At a Chinese Nationalist Party (KMT) forum to discuss the party’s strategy going into the local mayoral and city councilor elections in November, KMT Chairman Eric Chu (朱立倫) was asked about the party’s plans for the 2024 presidential election. He said that there was no point discussing 2024 unless the party performed well in this year’s elections.
Chu then talked about how the party was being ridiculed as being a “Civil War Party” (內鬥黨), because of how many major KMT figures were “turning their guns inward” and causing internal disarray, when they should be working to build unity within the party and turning their guns outward.
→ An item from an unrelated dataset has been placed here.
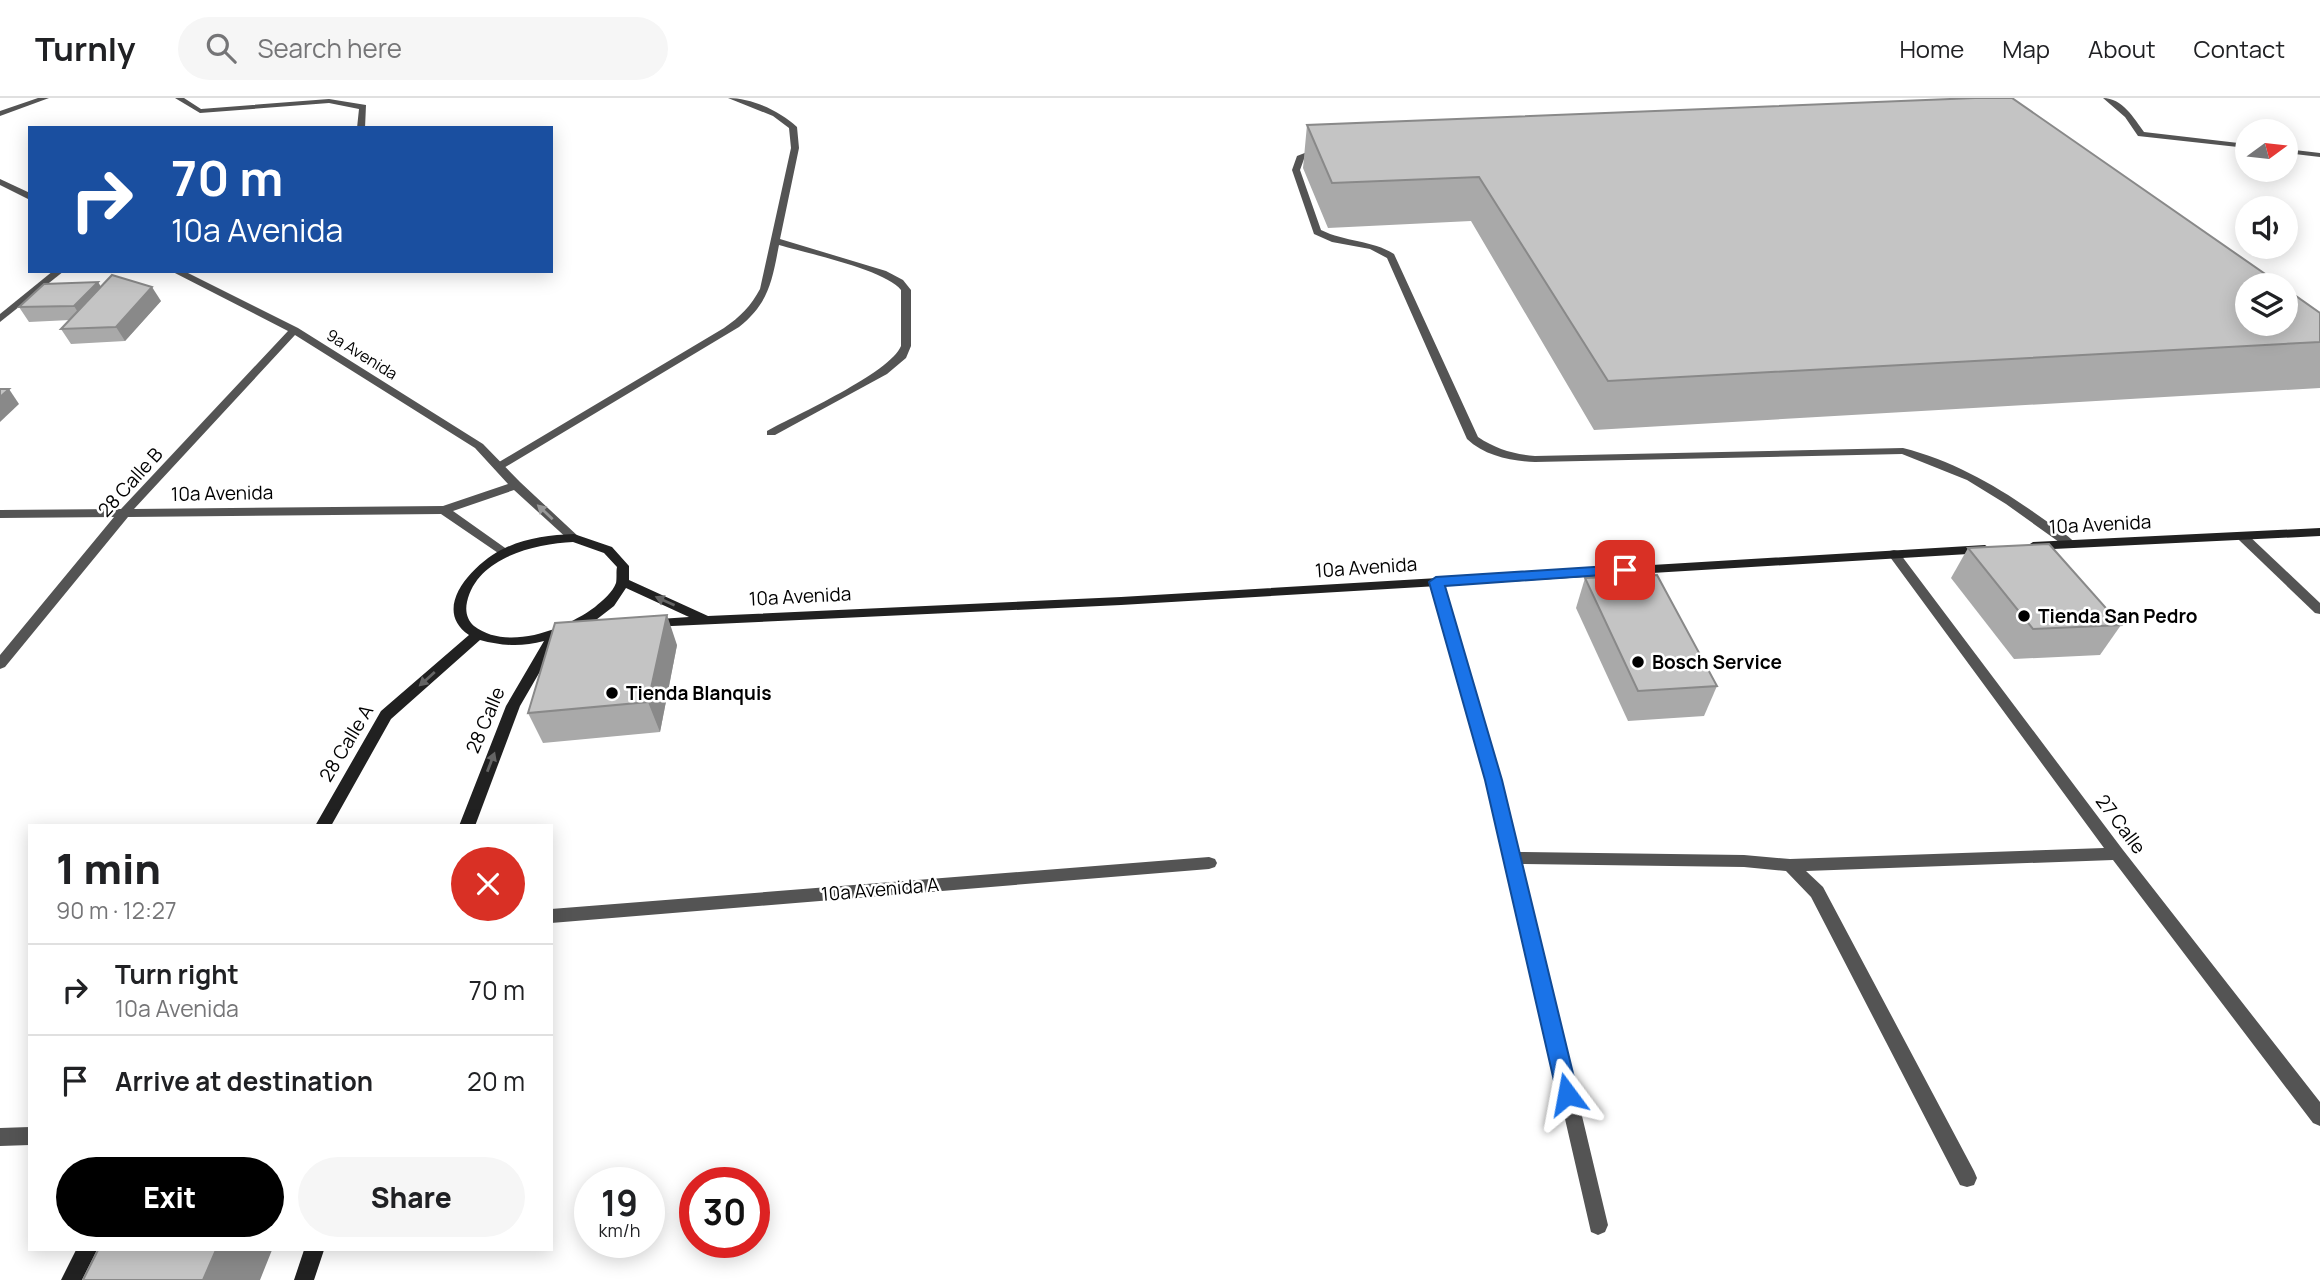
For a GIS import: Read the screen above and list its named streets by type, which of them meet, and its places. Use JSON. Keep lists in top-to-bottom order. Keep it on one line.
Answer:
{"streets":{"main road":["10a Avenida","28 Calle","28 Calle A"],"street":["9a Avenida","28 Calle B","27 Calle","10a Avenida A"]},"crossings":[["9a Avenida","28 Calle B"],["9a Avenida","10a Avenida"],["9a Avenida","28 Calle"],["9a Avenida","28 Calle A"],["28 Calle B","10a Avenida"],["10a Avenida","28 Calle"],["10a Avenida","28 Calle A"],["10a Avenida","27 Calle"],["28 Calle","28 Calle A"]],"one_way":["28 Calle","28 Calle A"],"places":["Tienda San Pedro","Bosch Service","Tienda Blanquis"],"north":"right","page":{"header":"Turnly","search":"Search here","nav":["Home","Map","About","Contact"],"turn":["70 m","10a Avenida"],"heading":["1 min","90 m · 12:27"],"list":[{"name":"Turn right","note":"10a Avenida","value":"70 m"},{"name":"Arrive at destination","value":"20 m"}],"buttons":["Exit","Share"],"speed":"19 km/h","limit":"30"}}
While he did not name names, his remarks were largely interpreted as being directed toward Broadcasting Corp of China (中廣) chairman Jaw Shaw-kong (趙少康). Chu said he understood why the party had earned the name, and although it was being used as a joke, the reality of the situation had long ago ceased to be a laughing matter.
Asked to respond in an interview, Jaw said he agreed with the chairman. The problem of internal bickering went back a long time and there was little point talking about 2024 if the party was unsuccessful in the local elections, he said. He also cautioned that doing well this year hardly guaranteed victory in 2024, reminding the reporters present of how the party had failed to convert a resounding victory in the 2018 local elections into a return to power in 2020.
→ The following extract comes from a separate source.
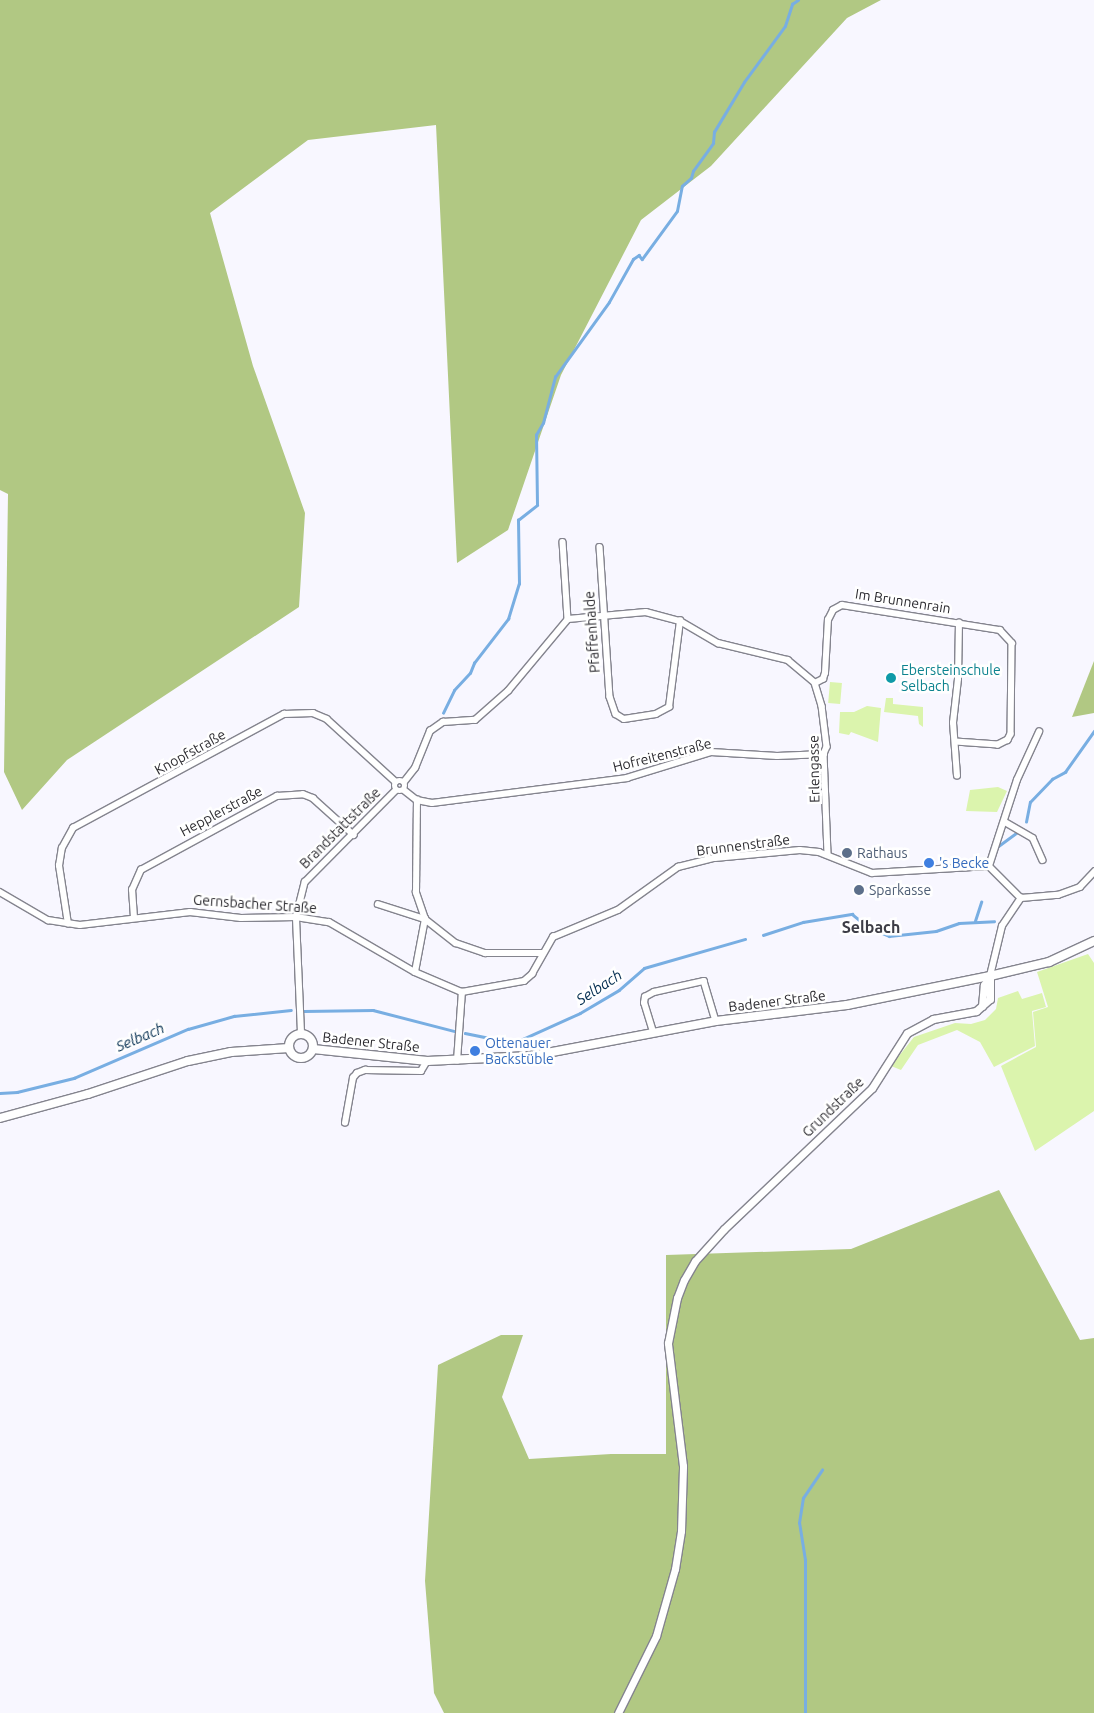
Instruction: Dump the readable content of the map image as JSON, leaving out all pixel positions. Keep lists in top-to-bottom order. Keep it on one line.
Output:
{"streets":{"main road":["Badener Straße"],"street":["Im Brunnenrain","Pfaffenhalde","Knopfstraße","Hofreitenstraße","Erlengasse","Hepplerstraße","Brandstattstraße","Brunnenstraße","Gernsbacher Straße","Grundstraße"]},"crossings":[["Im Brunnenrain","Erlengasse"],["Knopfstraße","Gernsbacher Straße"],["Hofreitenstraße","Erlengasse"],["Erlengasse","Brunnenstraße"],["Hepplerstraße","Brandstattstraße"],["Hepplerstraße","Gernsbacher Straße"],["Brandstattstraße","Gernsbacher Straße"],["Brandstattstraße","Badener Straße"],["Badener Straße","Grundstraße"]],"districts":["Selbach"],"water":["Selbach"],"places":["Ebersteinschule Selbach","Rathaus","'s Becke","Sparkasse","Ottenauer Backstüble"]}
Jaw was being evasive, but in so doing he was showing support for Chu, as is normal for politicians affiliated with the same party, by showing unity with their leader even when they are clearly not saying what they mean, in case their words are taken as critical and distract from the issues. In criticizing others for “turning their guns inward,” Chu was actually guilty of the same offense: propagating the party’s fractious culture in the same sentence as he was cautioning against it.
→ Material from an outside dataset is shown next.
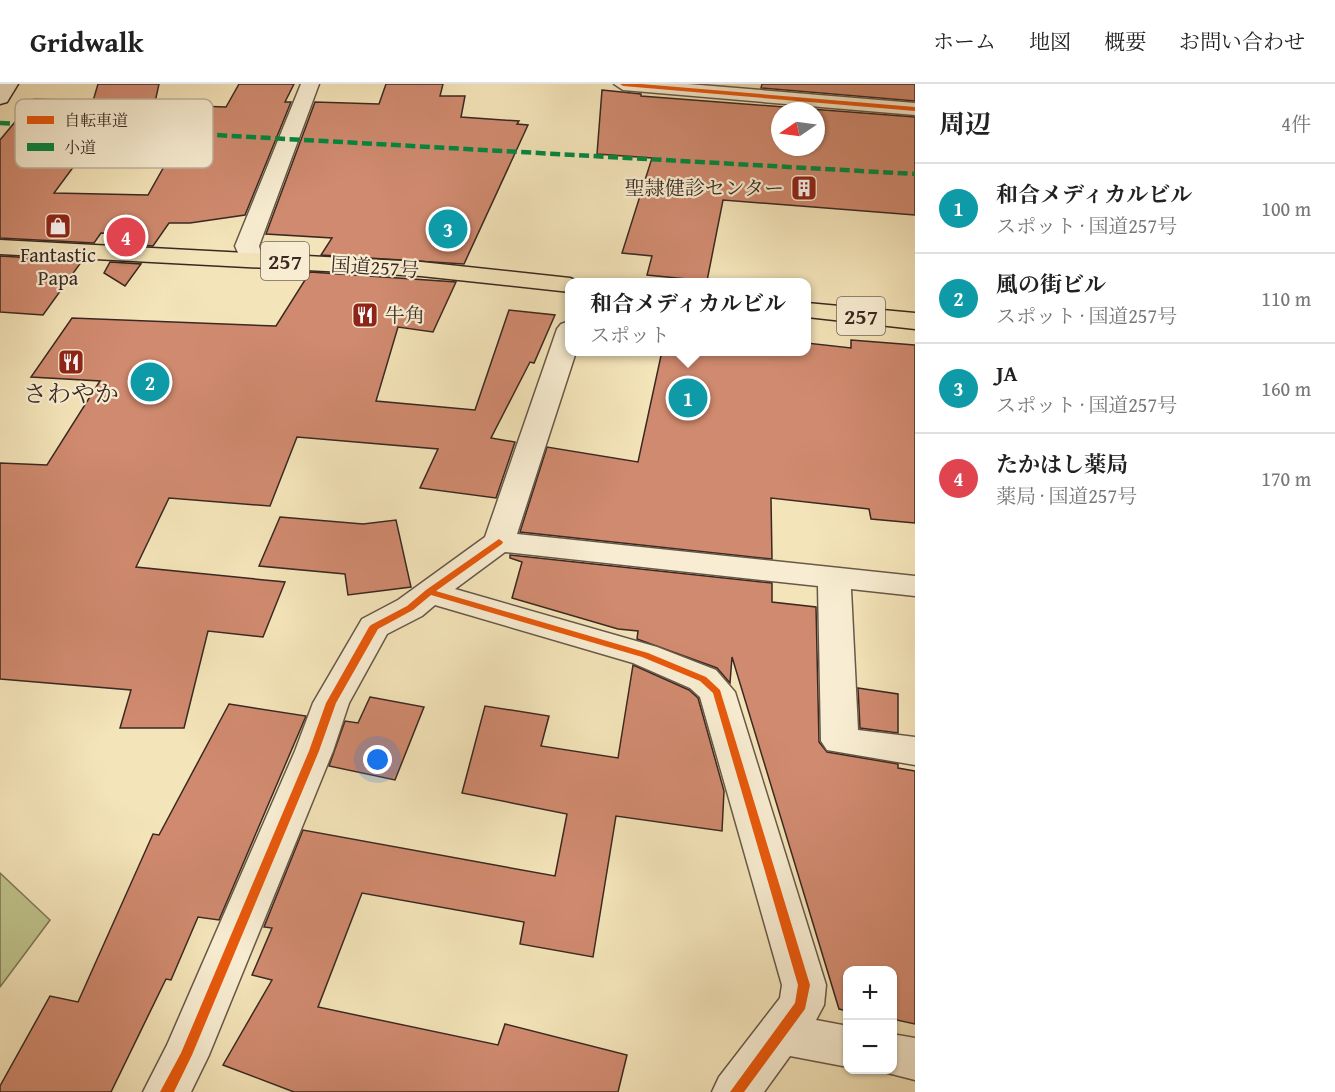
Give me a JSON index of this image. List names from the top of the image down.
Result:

Chu and Jaw are right that infighting and a lack of unity are problematic, but they are certainly not central to the KMT’s electoral woes. Chu noted how the party was hemorrhaging support to Taipei Mayor Ko Wen-je’s (柯文哲) Taiwan People’s Party, because it was letting down the KMT’s historical support base, but he blamed its loss of support on how infighting was distracting from the KMT’s recent championing of issues close to the hearts of ordinary Taiwanese, such as inflation, high property prices, low salaries, and the gap between rich and poor. He hopes that if the party can get together behind these issues, it will win back support.
Infighting is not distracting from important issues, rather the issues have been completely buried by the party’s recent high-profile campaigns, which Chu inherited from former KMT chairman Johnny Chiang (江啟臣) and continued. Instead of presenting any form of systematic vision that its members can get behind, and which its supporters can believe in, the KMT has insisted on doing little but blame, criticize and obstruct the government, and waste time and money on referendums and recalls, with no discernible vision of its own.
The confused messaging and lack of vision is what has pushed “light blue” supporters into the TPP’s open arms, not the KMT’s lack of unity.
Chu is used to parceling out blame; he seems to have forgotten that he is the party chairman and the buck stops with him. He is deluded about the reason for the KMT’s falling support, and it is astonishing he feels that washing the party’s dirty linen in public could help in securing internal unity.